Go through the entries, filter for the word "this", and copy every line that has it.

*** Records provided Section Begins ***

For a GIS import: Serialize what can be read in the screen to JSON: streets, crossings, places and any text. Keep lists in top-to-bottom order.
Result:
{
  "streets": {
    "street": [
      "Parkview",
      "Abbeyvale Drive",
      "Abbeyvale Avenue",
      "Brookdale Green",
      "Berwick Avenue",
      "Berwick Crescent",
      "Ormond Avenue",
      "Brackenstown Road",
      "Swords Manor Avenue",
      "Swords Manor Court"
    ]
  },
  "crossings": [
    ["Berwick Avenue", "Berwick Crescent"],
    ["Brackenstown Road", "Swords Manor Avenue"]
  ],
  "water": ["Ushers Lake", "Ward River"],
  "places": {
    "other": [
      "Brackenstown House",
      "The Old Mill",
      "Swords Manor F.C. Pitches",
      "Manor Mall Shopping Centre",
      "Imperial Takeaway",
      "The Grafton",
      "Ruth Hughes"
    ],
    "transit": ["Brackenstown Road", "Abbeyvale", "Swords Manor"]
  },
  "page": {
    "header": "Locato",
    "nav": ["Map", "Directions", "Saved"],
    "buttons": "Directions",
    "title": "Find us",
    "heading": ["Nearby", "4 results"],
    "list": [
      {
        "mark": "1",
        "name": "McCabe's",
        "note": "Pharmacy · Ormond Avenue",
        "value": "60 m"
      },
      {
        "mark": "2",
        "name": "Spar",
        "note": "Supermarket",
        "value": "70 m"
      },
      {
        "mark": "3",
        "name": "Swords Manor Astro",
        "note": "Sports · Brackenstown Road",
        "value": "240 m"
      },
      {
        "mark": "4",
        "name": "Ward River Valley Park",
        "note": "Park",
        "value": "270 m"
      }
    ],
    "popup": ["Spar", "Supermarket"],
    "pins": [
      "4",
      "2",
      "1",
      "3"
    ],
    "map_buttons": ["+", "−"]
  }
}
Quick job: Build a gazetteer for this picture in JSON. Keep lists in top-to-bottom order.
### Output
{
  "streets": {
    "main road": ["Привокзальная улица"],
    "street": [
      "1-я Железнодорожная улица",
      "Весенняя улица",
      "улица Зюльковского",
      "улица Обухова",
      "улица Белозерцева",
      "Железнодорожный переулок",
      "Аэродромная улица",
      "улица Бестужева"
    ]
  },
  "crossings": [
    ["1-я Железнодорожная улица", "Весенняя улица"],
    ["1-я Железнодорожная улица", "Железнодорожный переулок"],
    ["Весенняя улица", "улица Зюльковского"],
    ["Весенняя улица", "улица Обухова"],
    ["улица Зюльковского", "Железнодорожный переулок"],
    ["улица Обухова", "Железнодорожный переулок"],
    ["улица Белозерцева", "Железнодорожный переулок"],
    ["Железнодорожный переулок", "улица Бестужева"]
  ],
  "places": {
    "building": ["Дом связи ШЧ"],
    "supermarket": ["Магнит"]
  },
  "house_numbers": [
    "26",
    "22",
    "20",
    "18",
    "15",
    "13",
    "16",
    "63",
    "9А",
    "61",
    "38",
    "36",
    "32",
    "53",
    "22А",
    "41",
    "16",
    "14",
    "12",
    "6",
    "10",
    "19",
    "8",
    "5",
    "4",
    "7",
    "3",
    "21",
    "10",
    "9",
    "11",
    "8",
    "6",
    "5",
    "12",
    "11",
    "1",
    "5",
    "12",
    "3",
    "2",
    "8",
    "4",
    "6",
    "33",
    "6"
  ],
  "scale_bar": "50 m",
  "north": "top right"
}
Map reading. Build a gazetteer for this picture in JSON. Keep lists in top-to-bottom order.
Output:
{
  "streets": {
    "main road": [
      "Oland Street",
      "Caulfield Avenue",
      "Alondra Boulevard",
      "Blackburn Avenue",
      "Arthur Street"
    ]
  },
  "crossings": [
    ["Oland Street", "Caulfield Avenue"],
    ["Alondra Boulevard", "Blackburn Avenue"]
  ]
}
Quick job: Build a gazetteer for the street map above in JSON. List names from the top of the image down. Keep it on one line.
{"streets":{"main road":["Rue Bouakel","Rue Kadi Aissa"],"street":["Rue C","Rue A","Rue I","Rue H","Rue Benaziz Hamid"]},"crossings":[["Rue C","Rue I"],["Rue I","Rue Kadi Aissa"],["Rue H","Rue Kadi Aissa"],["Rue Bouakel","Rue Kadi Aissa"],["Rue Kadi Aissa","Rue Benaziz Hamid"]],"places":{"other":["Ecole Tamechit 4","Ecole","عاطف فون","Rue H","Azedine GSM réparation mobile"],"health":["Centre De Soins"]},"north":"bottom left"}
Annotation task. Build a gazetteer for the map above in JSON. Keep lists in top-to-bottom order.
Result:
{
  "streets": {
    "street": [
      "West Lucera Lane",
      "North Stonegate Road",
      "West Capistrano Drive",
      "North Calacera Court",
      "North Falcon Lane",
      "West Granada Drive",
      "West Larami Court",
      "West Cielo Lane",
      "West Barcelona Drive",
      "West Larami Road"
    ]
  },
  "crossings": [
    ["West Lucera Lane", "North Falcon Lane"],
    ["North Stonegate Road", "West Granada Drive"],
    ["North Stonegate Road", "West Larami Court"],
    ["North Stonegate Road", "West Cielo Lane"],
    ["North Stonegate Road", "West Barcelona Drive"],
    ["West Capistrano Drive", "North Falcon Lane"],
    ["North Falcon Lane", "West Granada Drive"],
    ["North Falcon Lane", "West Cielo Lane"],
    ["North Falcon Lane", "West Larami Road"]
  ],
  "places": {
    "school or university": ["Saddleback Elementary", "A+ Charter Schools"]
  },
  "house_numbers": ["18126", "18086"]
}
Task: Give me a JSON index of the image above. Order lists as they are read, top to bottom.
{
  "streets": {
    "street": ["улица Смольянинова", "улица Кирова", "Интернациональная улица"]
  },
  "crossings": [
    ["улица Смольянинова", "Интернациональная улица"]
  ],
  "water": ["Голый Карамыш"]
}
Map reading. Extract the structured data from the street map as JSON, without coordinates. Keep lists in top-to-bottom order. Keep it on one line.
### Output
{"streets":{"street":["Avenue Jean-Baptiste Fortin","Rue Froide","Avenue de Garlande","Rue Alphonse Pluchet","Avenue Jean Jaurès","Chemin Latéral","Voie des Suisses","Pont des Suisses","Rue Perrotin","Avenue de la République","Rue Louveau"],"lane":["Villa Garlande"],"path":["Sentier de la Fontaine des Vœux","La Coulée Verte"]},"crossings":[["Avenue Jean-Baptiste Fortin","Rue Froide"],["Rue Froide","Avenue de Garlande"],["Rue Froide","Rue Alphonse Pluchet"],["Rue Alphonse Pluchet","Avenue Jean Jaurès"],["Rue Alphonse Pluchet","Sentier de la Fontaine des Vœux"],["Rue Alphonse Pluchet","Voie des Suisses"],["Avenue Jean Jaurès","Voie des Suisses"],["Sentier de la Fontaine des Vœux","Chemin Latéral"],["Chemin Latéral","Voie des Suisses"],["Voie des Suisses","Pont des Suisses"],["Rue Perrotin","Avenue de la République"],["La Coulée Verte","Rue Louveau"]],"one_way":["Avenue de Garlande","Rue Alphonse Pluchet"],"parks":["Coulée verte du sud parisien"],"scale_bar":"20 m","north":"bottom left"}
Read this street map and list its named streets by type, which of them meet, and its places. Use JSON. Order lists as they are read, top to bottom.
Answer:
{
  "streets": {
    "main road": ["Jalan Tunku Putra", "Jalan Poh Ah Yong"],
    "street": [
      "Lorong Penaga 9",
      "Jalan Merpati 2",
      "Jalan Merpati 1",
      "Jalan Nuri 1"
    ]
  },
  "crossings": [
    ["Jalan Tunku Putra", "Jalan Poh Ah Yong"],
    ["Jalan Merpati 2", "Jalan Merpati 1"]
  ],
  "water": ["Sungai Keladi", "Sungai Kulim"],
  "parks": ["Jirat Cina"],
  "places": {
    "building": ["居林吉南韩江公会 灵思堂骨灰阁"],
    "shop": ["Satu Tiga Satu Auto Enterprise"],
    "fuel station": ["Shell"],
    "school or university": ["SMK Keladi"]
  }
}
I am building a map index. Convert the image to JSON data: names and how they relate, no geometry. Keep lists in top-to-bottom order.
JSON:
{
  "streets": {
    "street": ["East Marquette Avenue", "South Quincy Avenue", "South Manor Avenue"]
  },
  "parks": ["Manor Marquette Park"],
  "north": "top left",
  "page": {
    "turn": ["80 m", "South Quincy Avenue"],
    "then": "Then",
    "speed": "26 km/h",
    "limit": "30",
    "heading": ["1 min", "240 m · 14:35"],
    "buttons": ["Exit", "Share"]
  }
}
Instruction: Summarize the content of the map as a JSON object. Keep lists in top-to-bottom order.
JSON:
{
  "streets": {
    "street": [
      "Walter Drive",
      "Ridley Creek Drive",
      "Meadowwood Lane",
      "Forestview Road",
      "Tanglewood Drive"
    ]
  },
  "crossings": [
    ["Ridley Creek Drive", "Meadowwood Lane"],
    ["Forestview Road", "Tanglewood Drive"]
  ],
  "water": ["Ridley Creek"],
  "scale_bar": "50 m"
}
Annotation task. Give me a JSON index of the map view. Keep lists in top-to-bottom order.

*** Records provided Section Ends ***

## Answer below
Quick job: Build a gazetteer for this picture in JSON. Keep lists in top-to-bottom order.
Map reading. Build a gazetteer for this picture in JSON. Keep lists in top-to-bottom order.
Read this street map and list its named streets by type, which of them meet, and its places. Use JSON. Order lists as they are read, top to bottom.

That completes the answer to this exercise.